Last week the government revised its antigambling laws in order to permit the completion of a miniature Las Vegas outside Seoul. Located on Walker Hill, which is named after the late U.S. General Walton H. Walker who led the U.N. campaign during the Korean war, the $3,800,000 complex will have five hotels, 13 motels, a 500-seat nightclub, and a gambling casino. Financed mainly by the Park government itself, the pleasure project is designed to attract foreign exchange from U.S. G.I.s who previously had traveled to Japan on their leaves.

Contraband luxury goods such as cosmetics, radios and lingerie, once burned in public bonfires because they "aroused wanton desires in the minds of the people," are now being sold openly in government commissaries--to foreigners who bring in needed capital. Alcohol tax rates, which were doubled by Park, have now been reduced because South Korea's breweries suffered an 80% slump in consumption in the first six months of this year.

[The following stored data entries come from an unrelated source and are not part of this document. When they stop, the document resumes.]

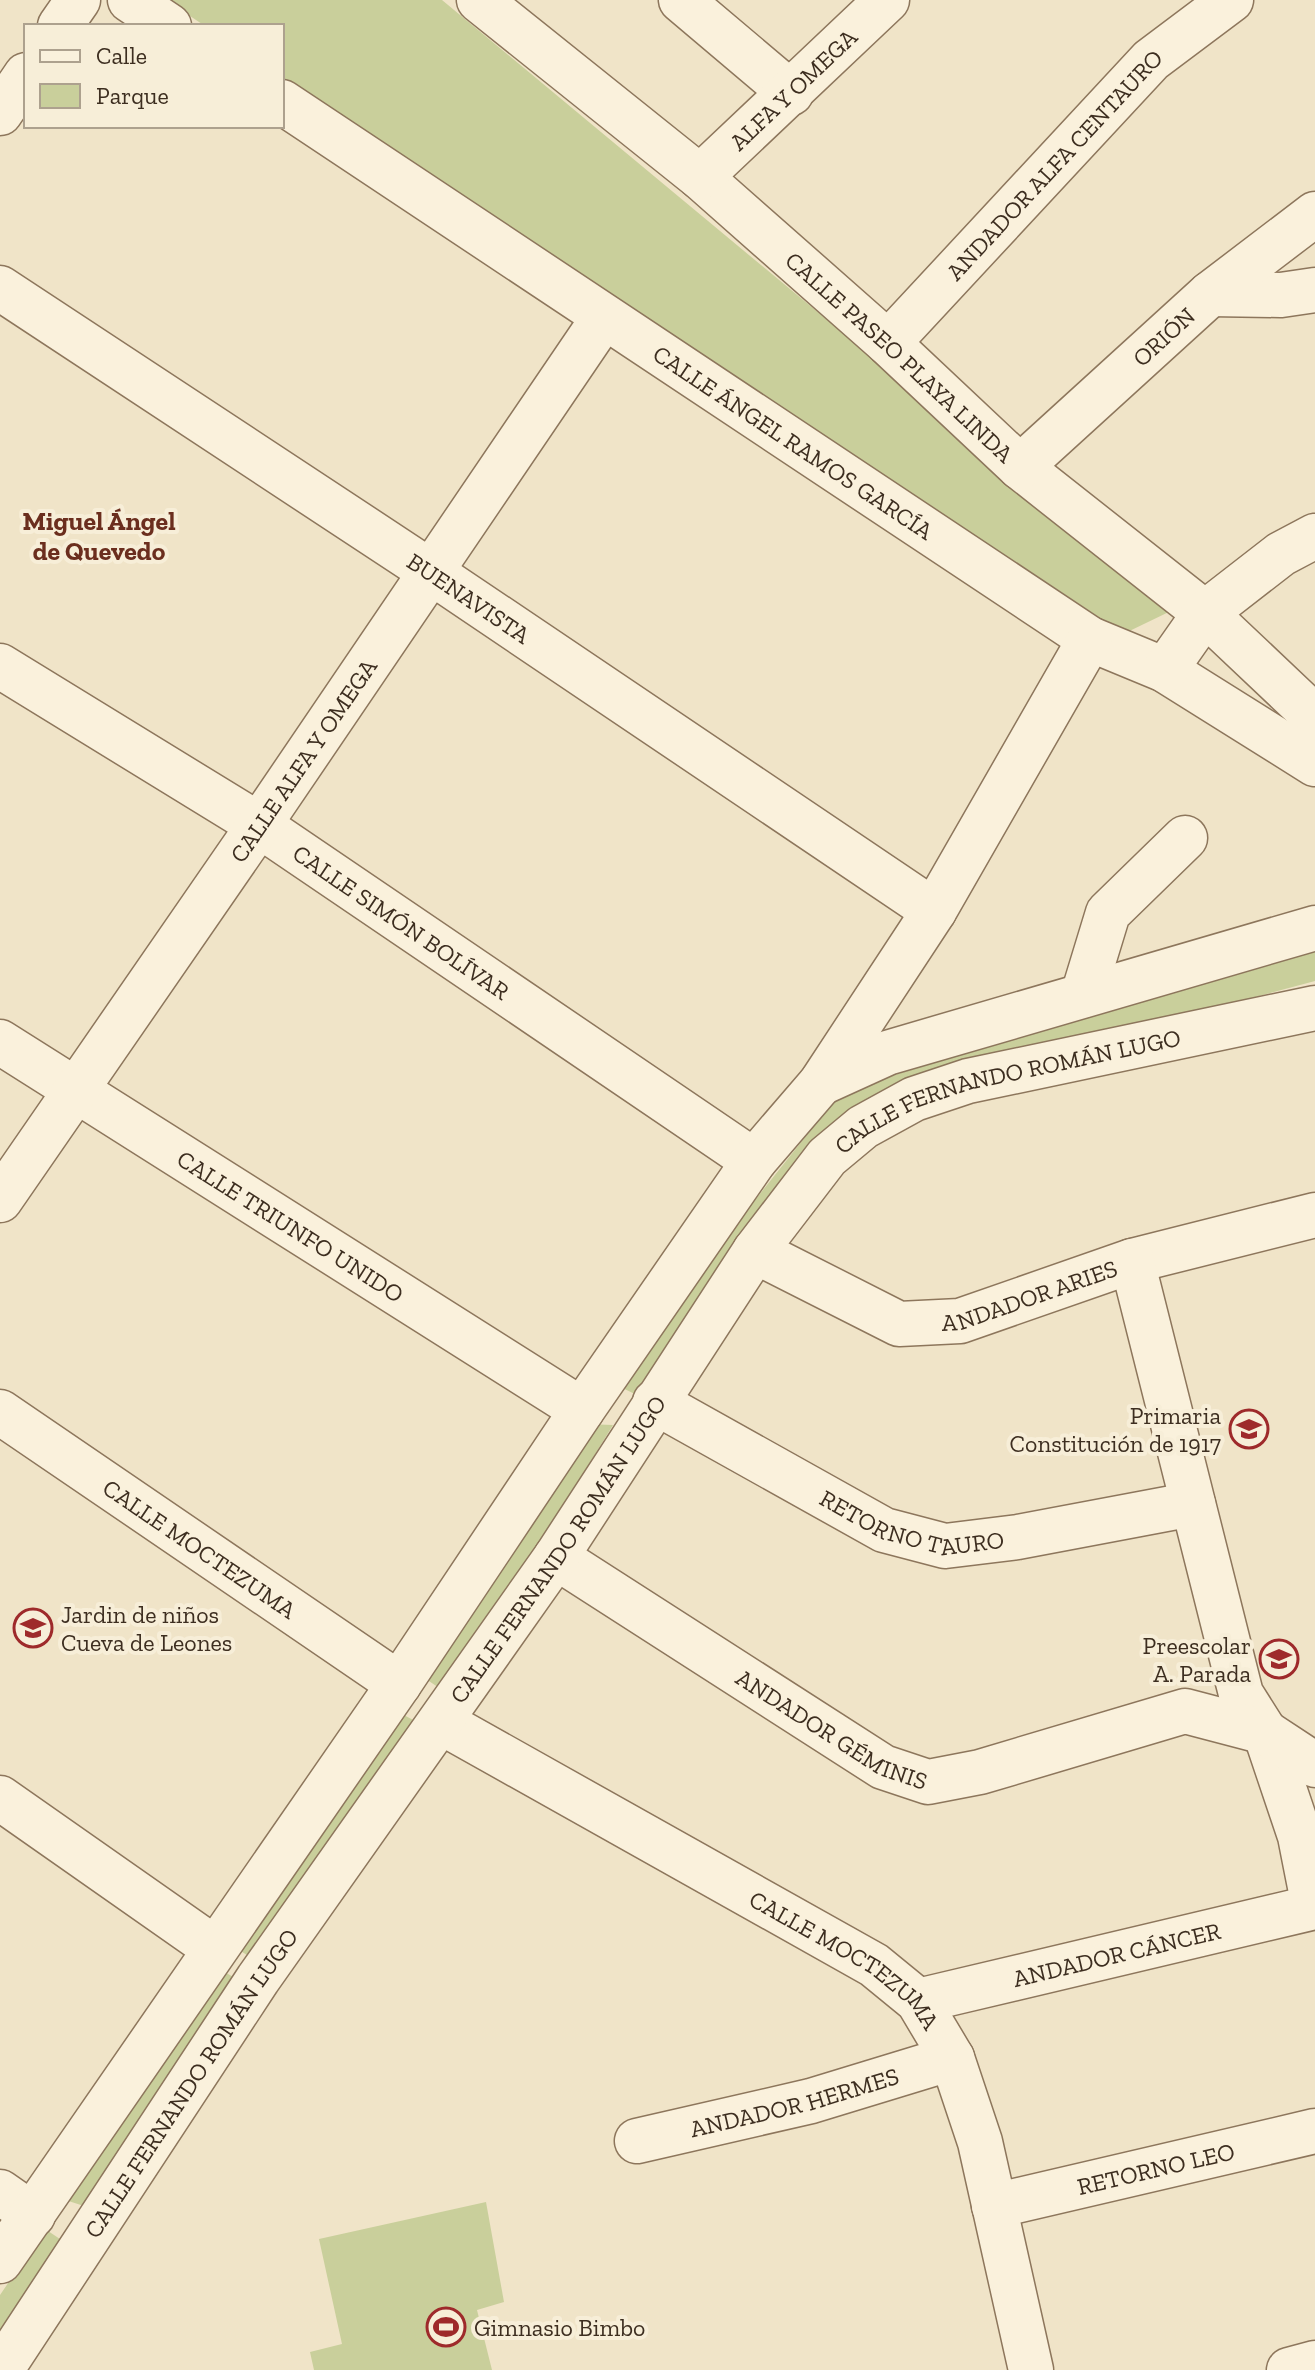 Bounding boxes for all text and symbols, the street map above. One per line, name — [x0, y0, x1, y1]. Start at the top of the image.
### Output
street label: ALFA Y OMEGA — [723, 22, 863, 156]
legend — [24, 24, 284, 128]
text: Calle — [96, 41, 147, 70]
street label: ANDADOR ALFA CENTAURO — [940, 42, 1168, 286]
text: Parque — [96, 81, 169, 110]
street label: CALLE PASEO PLAYA LINDA — [780, 245, 1020, 469]
street label: ORIÓN — [1126, 301, 1201, 372]
street label: CALLE ÁNGEL RAMOS GARCÍA — [648, 338, 939, 546]
district label: Miguel Ángel de Quevedo — [22, 505, 176, 567]
street label: BUENAVISTA — [402, 546, 536, 650]
street label: CALLE ALFA Y OMEGA — [223, 652, 383, 868]
street label: CALLE SIMÓN BOLÍVAR — [288, 838, 515, 1005]
street label: CALLE FERNANDO ROMÁN LUGO — [828, 1022, 1183, 1159]
street label: CALLE TRIUNFO UNIDO — [172, 1144, 409, 1308]
street label: ANDADOR ARIES — [941, 1253, 1121, 1336]
street label: CALLE FERNANDO ROMÁN LUGO — [443, 1390, 672, 1708]
place label: Primaria Constitución de 1917 — [1010, 1401, 1221, 1458]
school or university icon: Primaria Constitución de 1917 — [1228, 1408, 1270, 1450]
street label: CALLE MOCTEZUMA — [98, 1472, 303, 1625]
street label: RETORNO TAURO — [815, 1483, 1005, 1561]
place label: Jardin de niños Cueva de Leones — [61, 1600, 232, 1657]
school or university icon: Jardin de niños Cueva de Leones — [12, 1607, 54, 1649]
place label: Preescolar A. Parada — [1143, 1631, 1251, 1688]
school or university icon: Preescolar A. Parada — [1258, 1638, 1300, 1680]
street label: ANDADOR GÉMINIS — [731, 1662, 931, 1795]
street label: CALLE MOCTEZUMA — [745, 1884, 946, 2035]
street label: ANDADOR CÁNCER — [1010, 1915, 1223, 1993]
street label: CALLE FERNANDO ROMÁN LUGO — [78, 1923, 304, 2243]
street label: ANDADOR HERMES — [687, 2061, 902, 2143]
street label: RETORNO LEO — [1074, 2136, 1237, 2201]
sports icon: Gimnasio Bimbo — [425, 2306, 467, 2348]
place label: Gimnasio Bimbo — [474, 2313, 645, 2342]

The junta's "dance control" edict, under which couples were previously sent to jail if seen dancing in public, has been relaxed, and the government's payroll is back to its pre-coup size of 240,000; it is expected to rise by an additional 10,000 by the end of the year. In Seoul, police last week were herding prostitutes back into their old houses in order to maintain more effective watch over them. Under the new rules, the girls have to obey two regulations: they must deposit a portion of their earnings in savings accounts, and attend weekly vocational classes on such womanly pursuits as sewing, dressmaking and cooking.